Both Peterson and Stanley said they’re concerned about the Burton Street neighborhood, and Bailey amended Peterson’s motion to endorse alternative 3, encouraging the state Department of Transportation to look for ways to minimize the impact there.
“DOT’s going to do what they want to do—whichever one we vote for, they’re going to pick the one they like,” said Stanley. “But I’m going to fight for the residents of Burton Street. I’m going to vote for 3 to get it cracking, but I’m going to combat them over the Burton Street folks.”

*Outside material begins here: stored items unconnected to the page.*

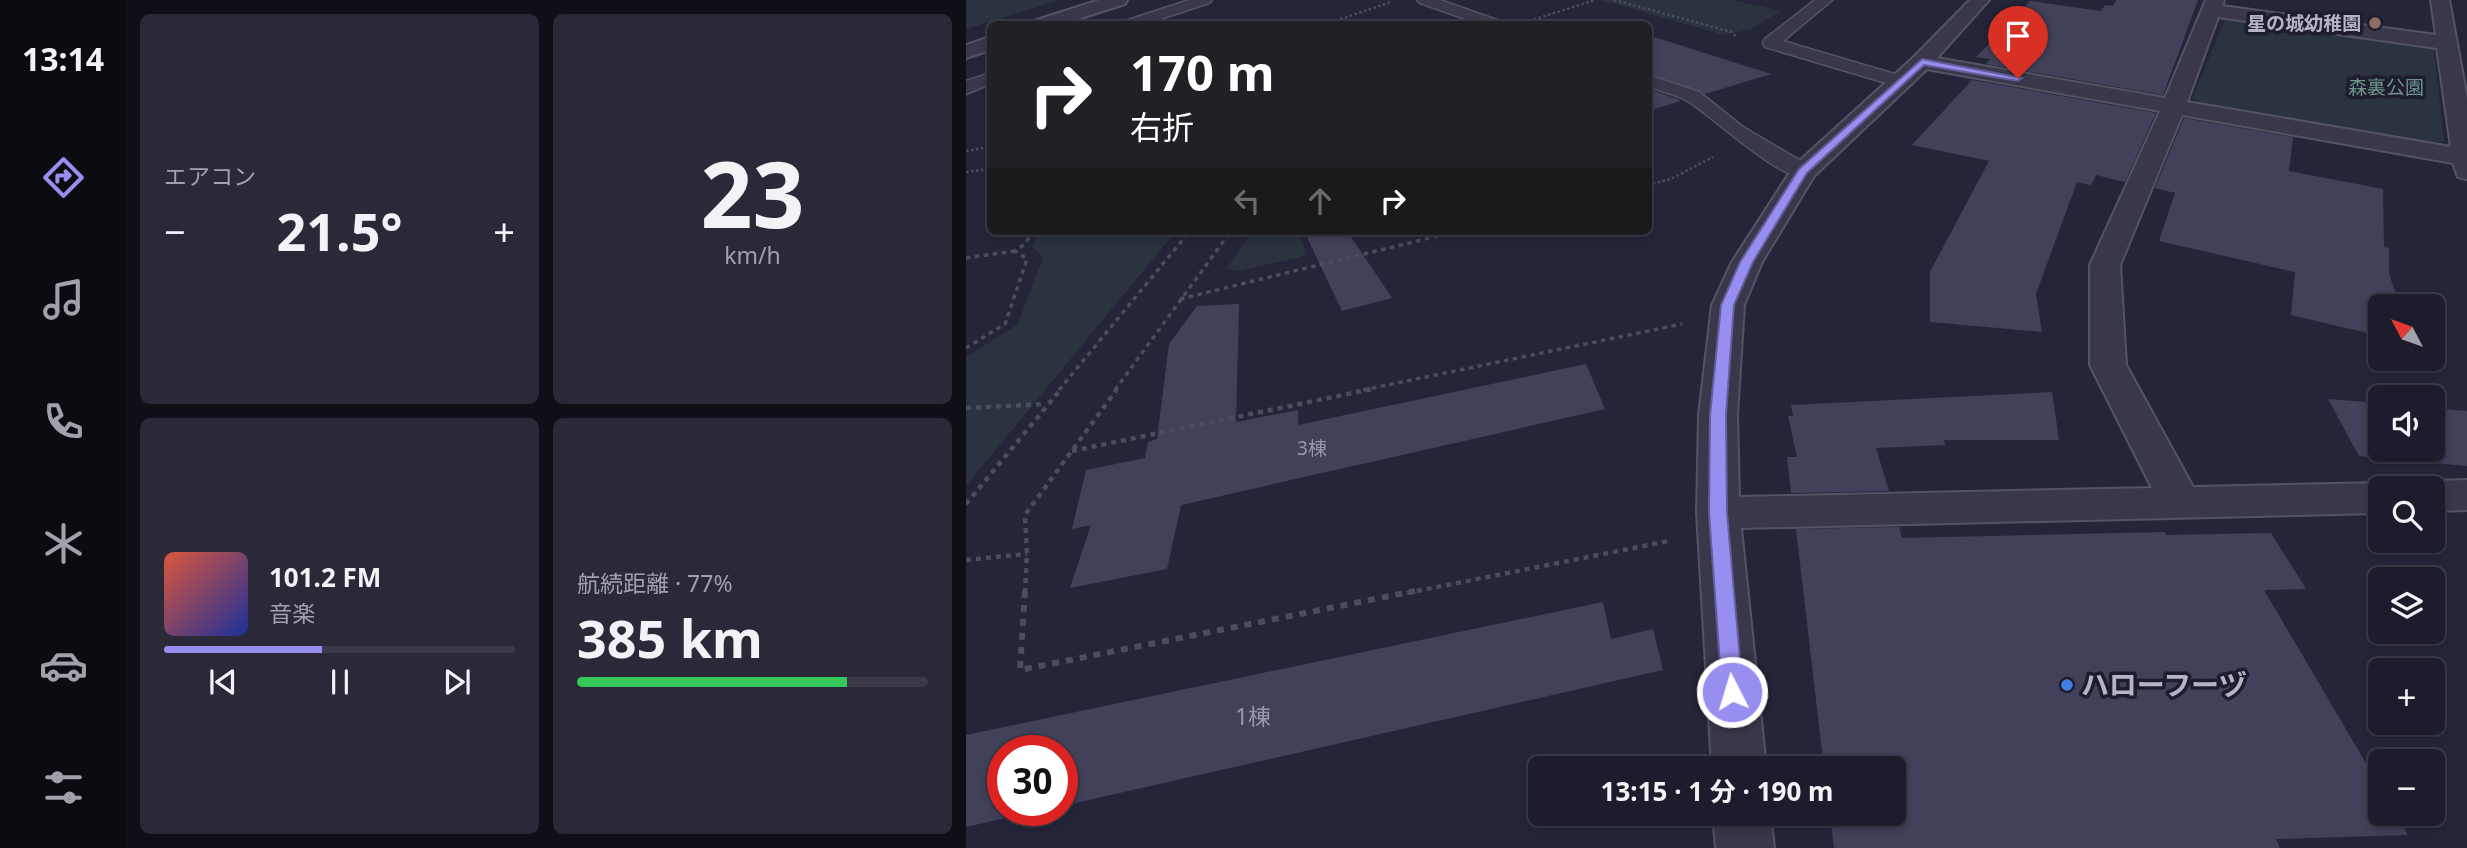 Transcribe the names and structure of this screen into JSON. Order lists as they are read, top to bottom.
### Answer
{
  "parks": ["森裏公園"],
  "places": ["星の城幼稚園", "ハローフーヅ"],
  "house_numbers": ["3棟", "1棟"],
  "north": "top left",
  "page": {
    "tabs": "13:14",
    "tile": [
      "エアコン",
      ["23", "km/h"],
      ["航続距離 · 77%", "385 km"]
    ],
    "turn": ["170 m", "右折"],
    "heat": ["−", "21.5°", "+"],
    "map_buttons": ["+", "−"],
    "song": ["101.2 FM", "音楽"],
    "limit": "30",
    "trip": "13:15 · 1 分 · 190 m"
  }
} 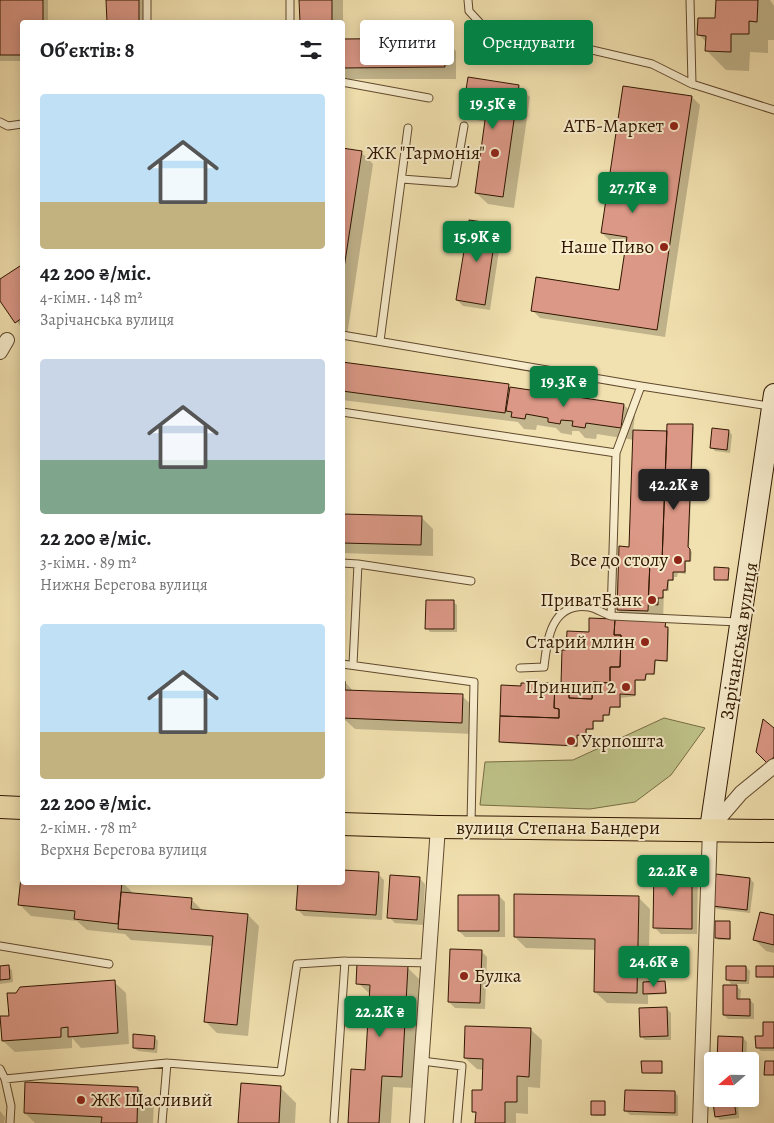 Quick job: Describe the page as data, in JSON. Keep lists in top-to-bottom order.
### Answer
{
  "streets": {
    "main road": ["вулиця Степана Бандери"],
    "street": ["Зарічанська вулиця"]
  },
  "crossings": [
    ["Зарічанська вулиця", "вулиця Степана Бандери"]
  ],
  "places": [
    "АТБ-Маркет",
    "ЖК \"Гармонія\"",
    "Наше Пиво",
    "Все до столу",
    "ПриватБанк",
    "Старий млин",
    "Принцип 2",
    "Укрпошта",
    "Булка",
    "ЖК Щасливий"
  ],
  "north": "left",
  "page": {
    "chip": ["Купити", "Орендувати"],
    "heading": "Об’єктів: 8",
    "list": [
      {
        "name": "42 200 ₴/міс.",
        "note": "4-кімн. · 148 m² · Зарічанська вулиця"
      },
      {
        "name": "22 200 ₴/міс.",
        "note": "3-кімн. · 89 m² · Нижня Берегова вулиця"
      },
      {
        "name": "22 200 ₴/міс.",
        "note": "2-кімн. · 78 m² · Верхня Берегова вулиця"
      }
    ],
    "price": [
      "19.5K ₴",
      "27.7K ₴",
      "15.9K ₴",
      "19.3K ₴",
      "42.2K ₴",
      "22.2K ₴",
      "24.6K ₴",
      "22.2K ₴"
    ]
  }
} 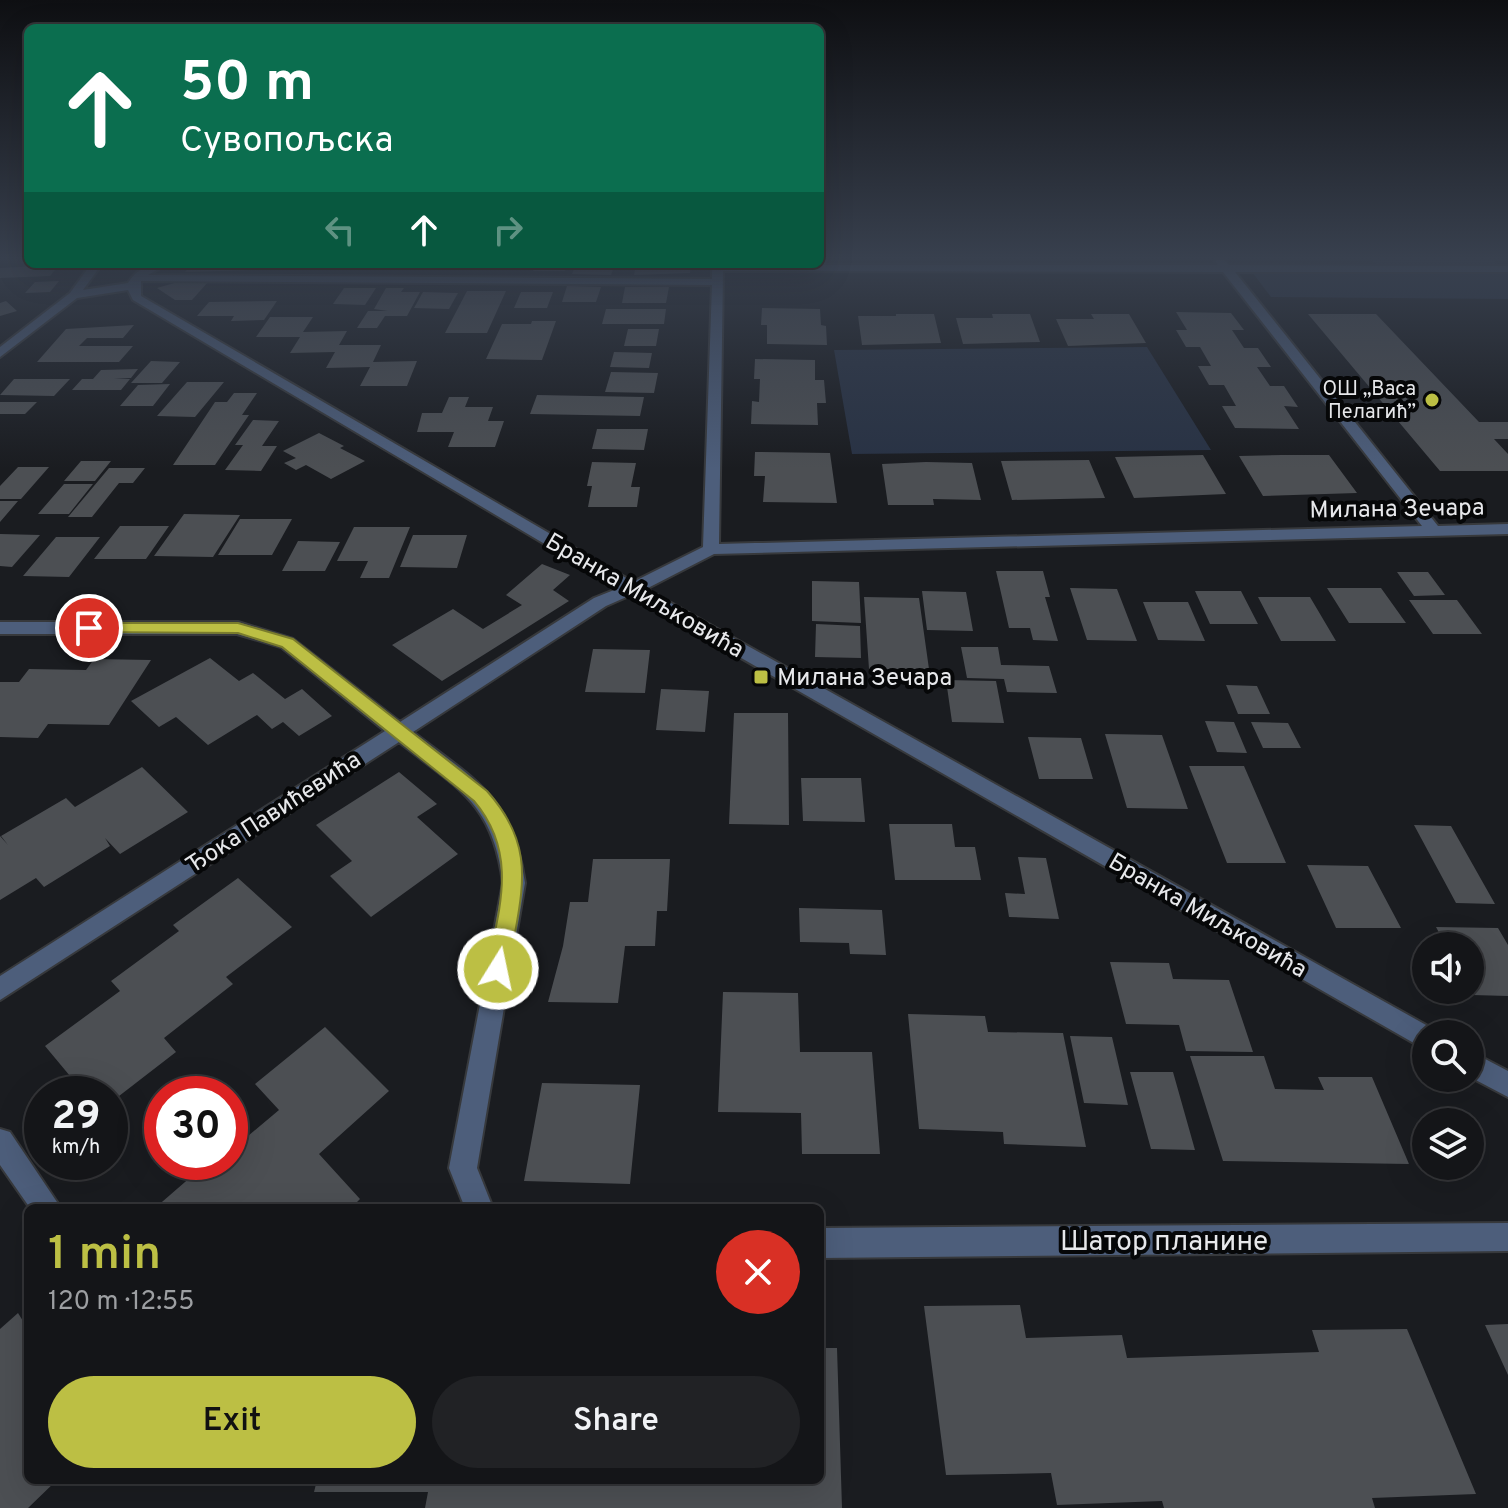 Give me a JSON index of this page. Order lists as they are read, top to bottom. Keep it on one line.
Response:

Jones, however, wasn’t buying it. “I do think part of our role is to tell the truth: The truth is 4b exists because that’s the fight for Burton Street,” she said. “You can’t fix [alternative] 3 and help Burton Street. I can understand there’s choices, but that’s why we have these alternatives—because people, among other things, wrenched at the idea of this community being torn apart. I feel it’s important for people to know that to vote for 3 and pretend that alternative won’t hurt Burton Street is just not real.”
Angered, Stanley shot back. “Ms. Jones, are you implying I lied when I said I’d fight for Burton Street?”
Jones said she wasn’t.
“Sounds like that’s what you’re saying,” countered Stanley.
“I’m just saying those two don’t go,” Jones replied.
“None of them will go,” asserted Stanley. “DOT’s not going to build it: 4b won’t fly. There’s 70,000 plus people in the city; there’s over 200,000 plus in the county. The City Council votes for the people in that city; we have to vote for all the people in this county. You’re not on that Council anymore—you’re on this one.”
Nonetheless, when the moment of truth arrived, Jones shouted out her “no” vote.
Asked about the heated exchange later, Gantt said he didn’t feel either commissioner’s behavior had been out of line.
“They’re both advocates, and they both feel strongly about this,” Gantt told Xpress. “They’re both professional, and they’ll have no trouble working together going forward.”
Split decision
The Asheville City Council has endorsed alternative 4b, and Council member Brownie Newman has warned that if the commissioners endorsed alternative 3, it would send the DOT (which asked the commissioners to indicate their preference) a mixed message. At the commissioners’ meeting, some proponents of 4b maintained that there was no need for the commissioners to rush a decision, emphasizing that 4b has not been fully studied yet.
Whatever route the DOT eventually chooses, the project will create a new highway crossing over the French Broad River, widen Interstate 240 in West Asheville, and reconfigure the I-26/I-40/I-240 interchange, popularly known as “Malfunction Junction.”
The controversial project has been under discussion for nearly two decades. Construction is now scheduled to begin in 2013, and the estimated price tag stands at anywhere from $500 million to more than $800 million, depending on which alternative is selected. The DOT will make its final decision this summer, according to Mike Goodson, the county’s engineer on the project.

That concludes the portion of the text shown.